When retrieving a single column of a DataFrame, it is possible to retrieve that column as either a DataFrame or as a Series. We’ll explain why this matters later in this chapter. For now, let’s learn how to extract a single column.

Given the previous section of this chapter, you shouldn’t be surprised that this code will return a DataFrame. As we mentioned before, when you use double brackets, the result will always be a DataFrame.

dfAdmission[['SOP']]

If instead you use single brackets, the return type will be a Series. Let’s see this with some examples:

# Retrieve a single column as a DataFrame
dfAdmission[['SOP']].head(3)

	SOP
0	4.5
1	4.0
2	3.0

# Verify that this is a DataFrame
type(dfAdmission[['SOP']])

pandas.core.frame.DataFrame

# Retrieve a single column as a Series
dfAdmission['SOP'].head(3)

  4.5
  4.0
  3.0
Name: SOP, dtype: float64

# Verify that this is a DataFrame
type(dfAdmission['SOP'])

pandas.core.series.Series

In the above examples, notice that a series looks different than a DataFrame. The DataFrame is formatted nicely while the Series looks more Spartan. Also notice that when you print a series, you get information about its data type, which in this case was numpy.float64, a type of float.

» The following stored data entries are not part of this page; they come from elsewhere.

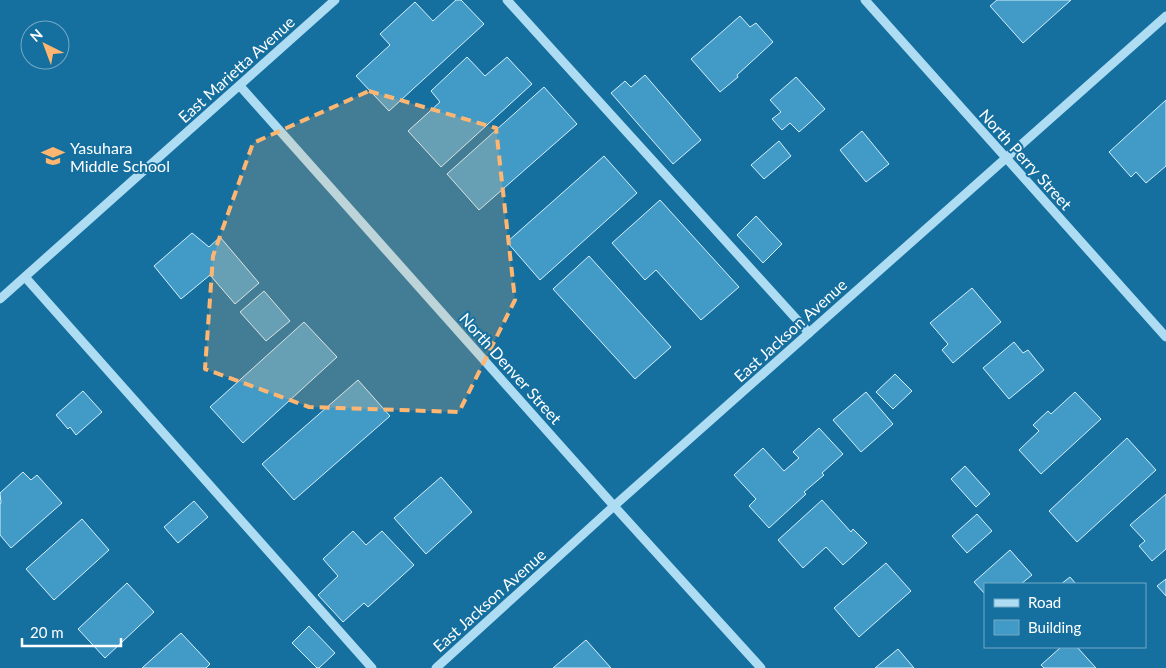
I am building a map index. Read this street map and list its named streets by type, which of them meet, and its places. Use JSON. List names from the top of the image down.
{
  "streets": {
    "street": [
      "East Marietta Avenue",
      "North Perry Street",
      "East Jackson Avenue",
      "North Denver Street"
    ]
  },
  "crossings": [
    ["East Marietta Avenue", "North Denver Street"],
    ["North Perry Street", "East Jackson Avenue"],
    ["East Jackson Avenue", "North Denver Street"]
  ],
  "places": {
    "school or university": ["Yasuhara Middle School"]
  },
  "legend": ["Road", "Building"],
  "scale_bar": "20 m",
  "north": "top left"
}
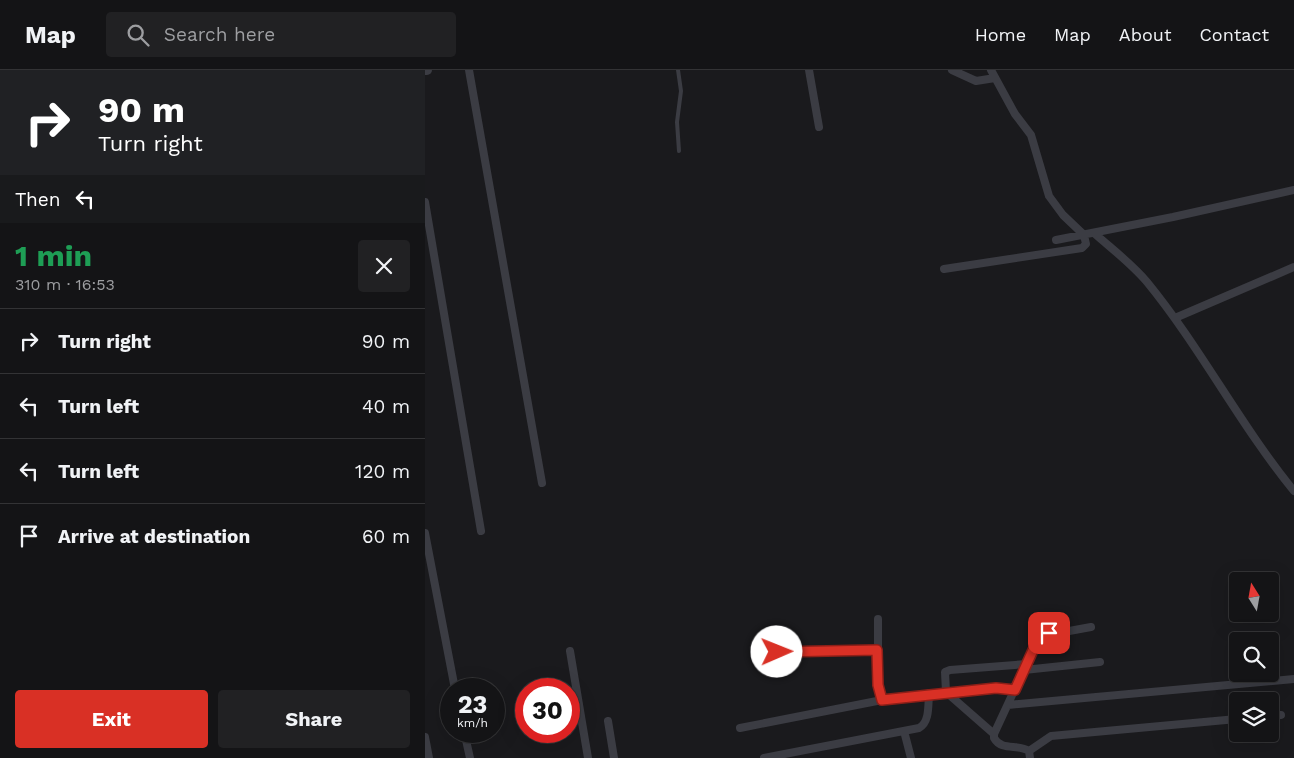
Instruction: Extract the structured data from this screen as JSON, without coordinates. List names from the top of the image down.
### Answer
{
  "north": "top",
  "page": {
    "header": "Map",
    "search": "Search here",
    "nav": [
      "Home",
      "Map",
      "About",
      "Contact"
    ],
    "turn": ["90 m", "Turn right"],
    "then": "Then",
    "heading": ["1 min", "310 m · 16:53"],
    "list": [
      {
        "name": "Turn right",
        "value": "90 m"
      },
      {
        "name": "Turn left",
        "value": "40 m"
      },
      {
        "name": "Turn left",
        "value": "120 m"
      },
      {
        "name": "Arrive at destination",
        "value": "60 m"
      }
    ],
    "speed": "23 km/h",
    "limit": "30",
    "buttons": ["Exit", "Share"]
  }
}
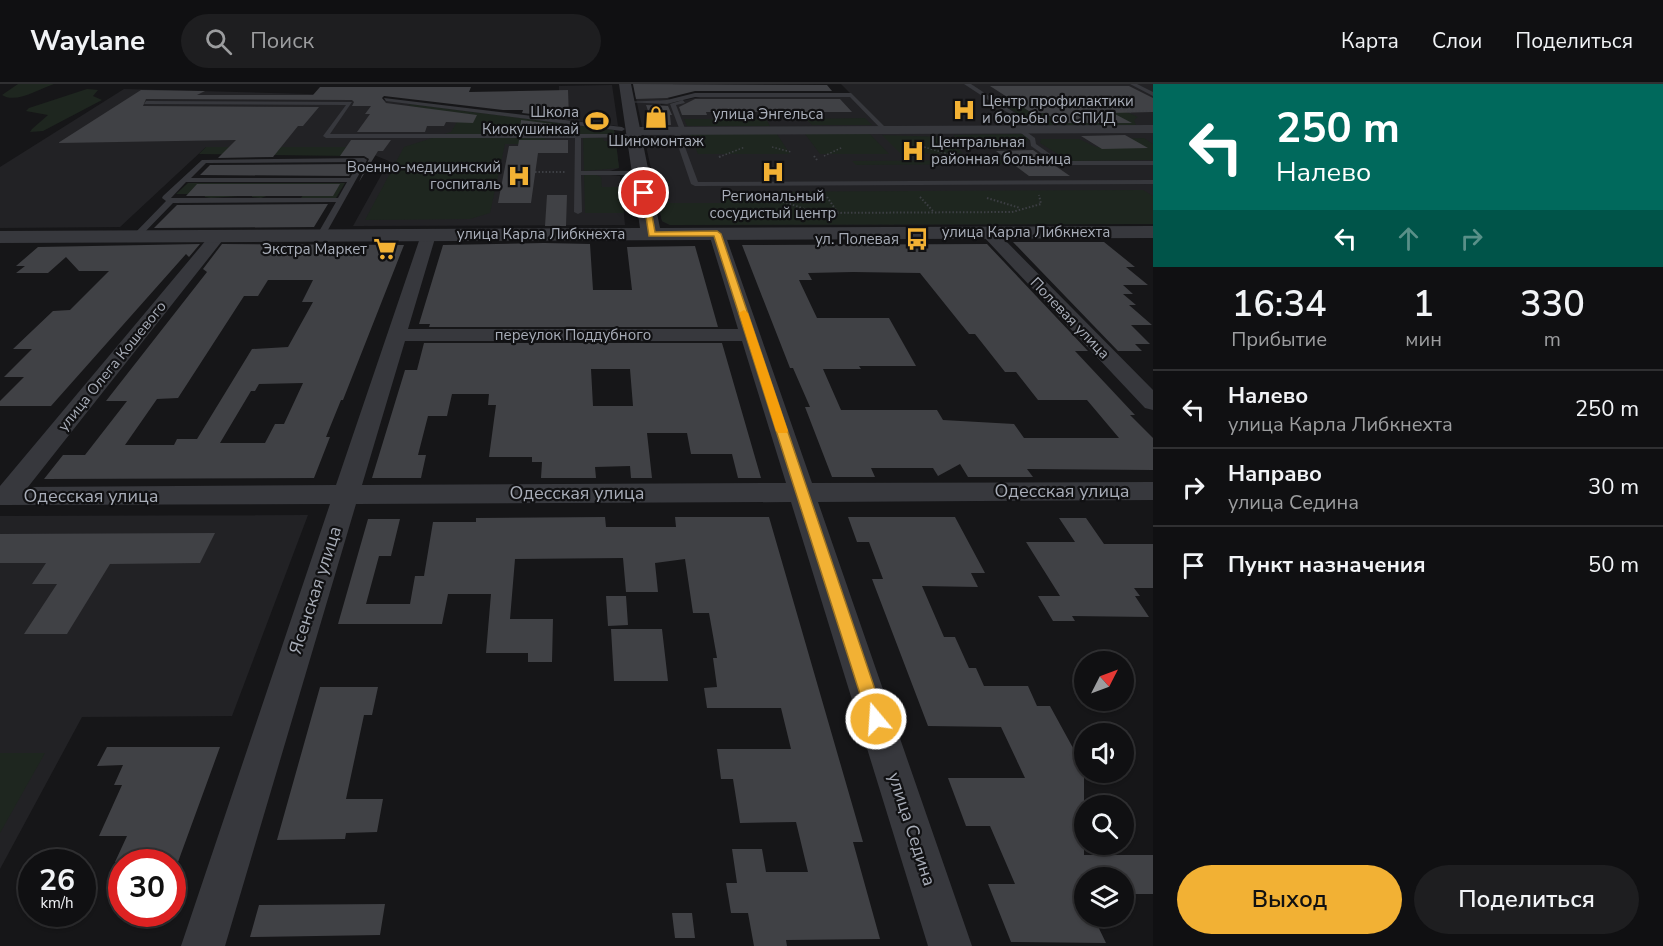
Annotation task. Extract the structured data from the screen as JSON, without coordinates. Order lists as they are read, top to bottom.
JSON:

Testing the Values in a Series#

In the next section of this chapter, we will show you how to filter your data by retrieving rows that meet some criteria. In order to do that, you need to understand how to work with Pandas Series. We will show you how to do that in this section.

Comparing a Series to a Numeric Constant#

Sometimes, you want to test every value in a column. For example, consider the Research column in the DataFrame dfAdmission. Let’s say we want to subset our data so we only have rows for students with research experience. In other words, we only want rows where the value in the Research column is 1. To filter the data this way, we will need to take the column Research and compare every value to 1. Let’s see what happens when we do that:

# Reminder: the code dfAdmission['Research'] will return a Series
dfAdmission['Research'] == 1

     True
     True
     True
     True
    False
       ...  
   True
   True
   True
  False
   True
Name: Research, Length: 400, dtype: bool

Whoa! What happened? Pandas took the column Research, a Series, and compared every value in the column to 1. It returned a new Series of Boolean values. The new Series has the exact same length as the original series.

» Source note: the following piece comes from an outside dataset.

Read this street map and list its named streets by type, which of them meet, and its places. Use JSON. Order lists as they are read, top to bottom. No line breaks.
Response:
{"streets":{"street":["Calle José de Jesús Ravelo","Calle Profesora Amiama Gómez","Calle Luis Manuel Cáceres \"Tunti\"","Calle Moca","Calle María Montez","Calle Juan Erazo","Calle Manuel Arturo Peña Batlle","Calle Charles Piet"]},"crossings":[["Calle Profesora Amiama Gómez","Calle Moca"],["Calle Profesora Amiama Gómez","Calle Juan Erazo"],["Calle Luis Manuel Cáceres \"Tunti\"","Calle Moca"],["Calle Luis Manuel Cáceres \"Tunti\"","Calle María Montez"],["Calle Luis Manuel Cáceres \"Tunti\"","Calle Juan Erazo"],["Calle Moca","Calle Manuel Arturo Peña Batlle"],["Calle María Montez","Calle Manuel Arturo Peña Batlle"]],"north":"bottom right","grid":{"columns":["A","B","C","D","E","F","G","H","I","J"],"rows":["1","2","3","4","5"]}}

Let’s try this again. This time, let’s compare the GRE score to 300. We would do this if we only want rows where the GRE score is at least 300:

dfAdmission['GRE Score'].head()

  337
  324
  316
  322
  314
Name: GRE Score, dtype: int64

dfAdmission['GRE Score'] >= 300

    True
    True
    True
    True
    True
       ... 
  True
  True
  True
  True
  True
Name: GRE Score, Length: 400, dtype: bool

Again, notice that Pandas took the Series dfAdmission['GRE Score'], compared every value in that Series to 300, and returned a new Series of Booleans. Each row in the new Series corresponds to a row in dfAdmission['GRE Score']. Thus, since the first five values of dfAdmission['GRE Score'] are greater than or equal to 300, the first five values of the returned Series are True.

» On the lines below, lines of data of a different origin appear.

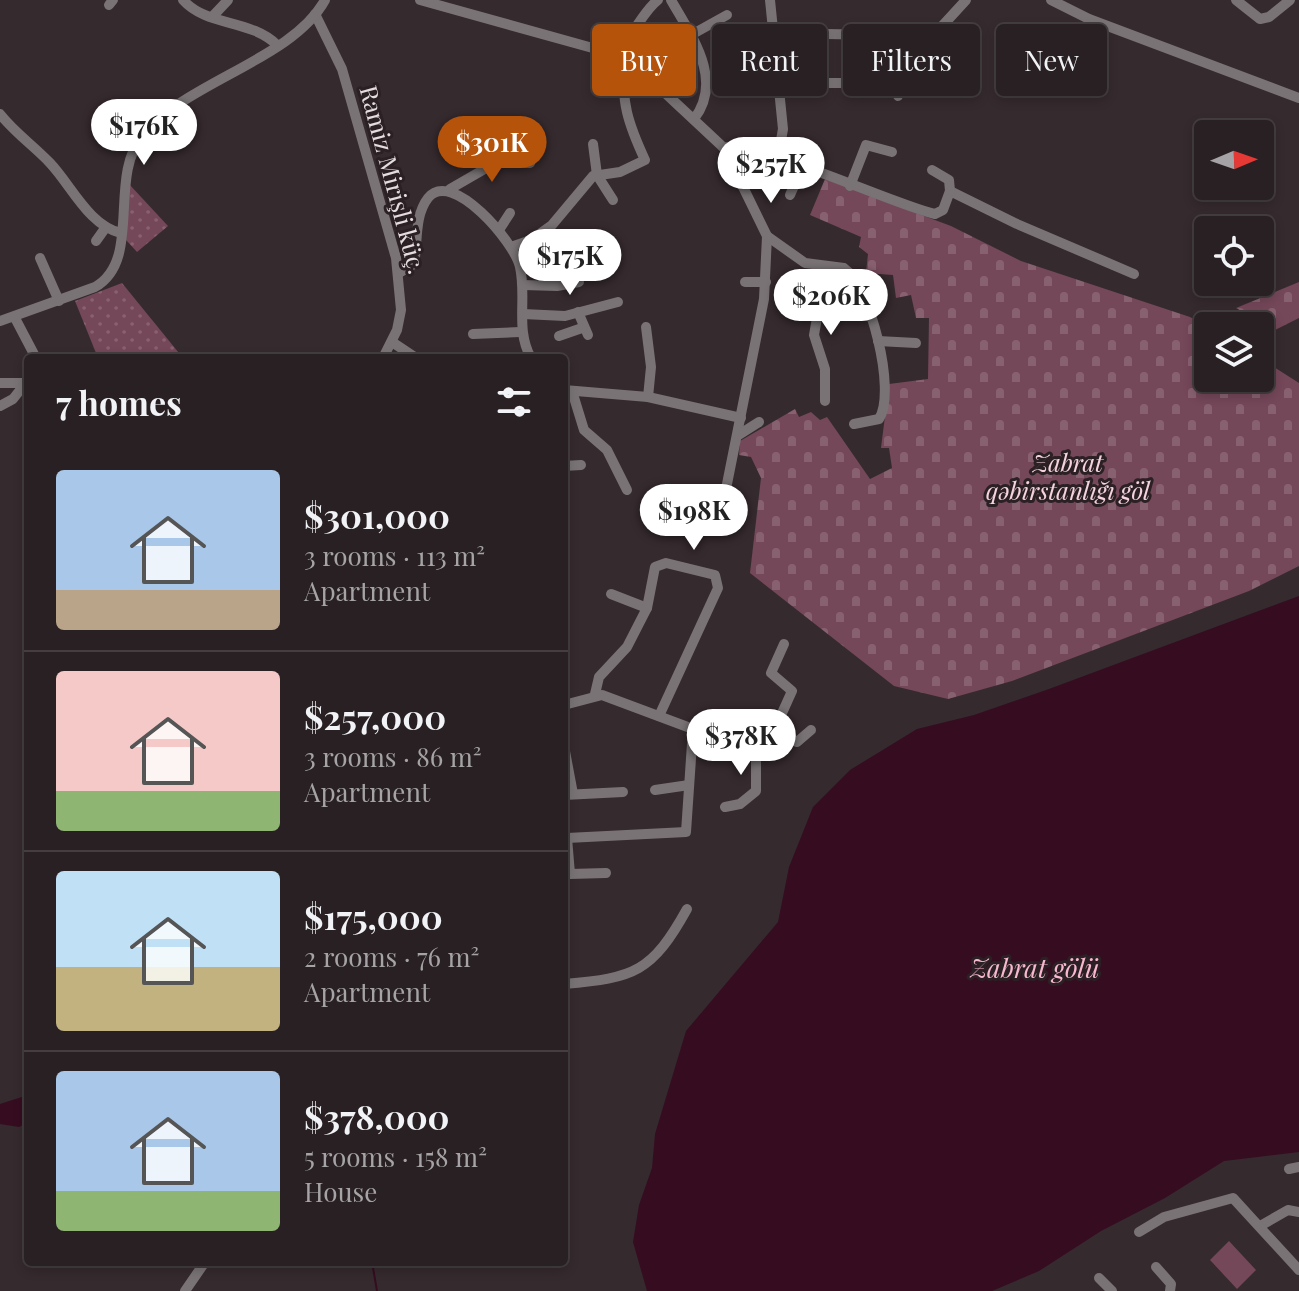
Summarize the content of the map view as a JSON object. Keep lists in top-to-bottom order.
{
  "streets": {
    "street": ["Ramiz Mirişli küç."]
  },
  "water": ["Zabrat gölü"],
  "parks": ["Zabrat qəbirstanlığı göl"],
  "north": "right",
  "page": {
    "chip": [
      "Buy",
      "Rent",
      "Filters",
      "New"
    ],
    "price": [
      "$176K",
      "$301K",
      "$257K",
      "$175K",
      "$206K",
      "$198K",
      "$378K"
    ],
    "heading": "7 homes",
    "list": [
      {
        "name": "$301,000",
        "note": "3 rooms · 113 m² · Apartment"
      },
      {
        "name": "$257,000",
        "note": "3 rooms · 86 m² · Apartment"
      },
      {
        "name": "$175,000",
        "note": "2 rooms · 76 m² · Apartment"
      },
      {
        "name": "$378,000",
        "note": "5 rooms · 158 m² · House"
      }
    ]
  }
}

When testing a Series, it is possible to compare values to numbers, strings, or to other Series! Let’s illustrate these ideas with more sample code:

Comparing a Series to a String#

Since none of the columns in dfAdmission are of type string, let’s create a new Series.

s = pd.Series(['cat', 'dog', 'moose'])
s == 'moose'

  False
  False
   True
dtype: bool

The above Series, s, contains the strings 'cat', 'dog', and 'moose'. When we compared s to 'moose', the returned Series was False, False, True since only the last value in the Series equals 'moose'.

Comparing a Series to Another Series#

dfAdmission['SOP'] == dfAdmission['LOR']

     True
    False
    False
    False
    False
       ...  
   True
  False
  False
  False
  False
Length: 400, dtype: bool

The above code compares the columns SOP and LOR in dfAdmission. For every row in which the SOP and LOR scores are equal, the new series will have a True value. If the SOP and LOR scores differ in a given row, the corresponding value in the return Series will be False. To see this, let’s look at the first two rows of dfAdmission.

dfAdmission[['SOP', 'LOR']].head(2)

	SOP	LOR
0	4.5	4.5
1	4.0	4.5

Notice that, in the first row, the SOP and LOR values are equal and therefore the first value in the return Series was True. In the second row, SOP and LOR are unequal and hence the second value in the return Series was False.

Retrieving Rows of a DataFrame via Filtering#

Filtering is the process of extracting only the rows of your dataset that meet certain criteria. Once you understand the ideas in the previous section about working with Series, filtering in Pandas in fairly straightforward. In the remainder of this section, we will show you how to filter Pandas DataFrames.

Filtering with a single condition#

Often, when filtering data, you only need to specify one condition. For example, I might want to filter my admissions data to only show students with research experience. In the remainder of this subsection, we will assume you only have one filtering criterion. In the next subsection, we will show you how to combine multiple criteria in your filter.

Comparing to a constant#

Let’s continue with the example where I only want students with research experience. In the previous section, we showed you how to compare the Research column to a constant, and showed you that the return value was a Series of Booleans. The code we used was:

dfAdmission['Research'] == 1

The above code returned a Series of True/False values. For every row where the value in the Research column was 1, our new Series had a True. For every row where the value in the Research column was 0, our new Series had a False.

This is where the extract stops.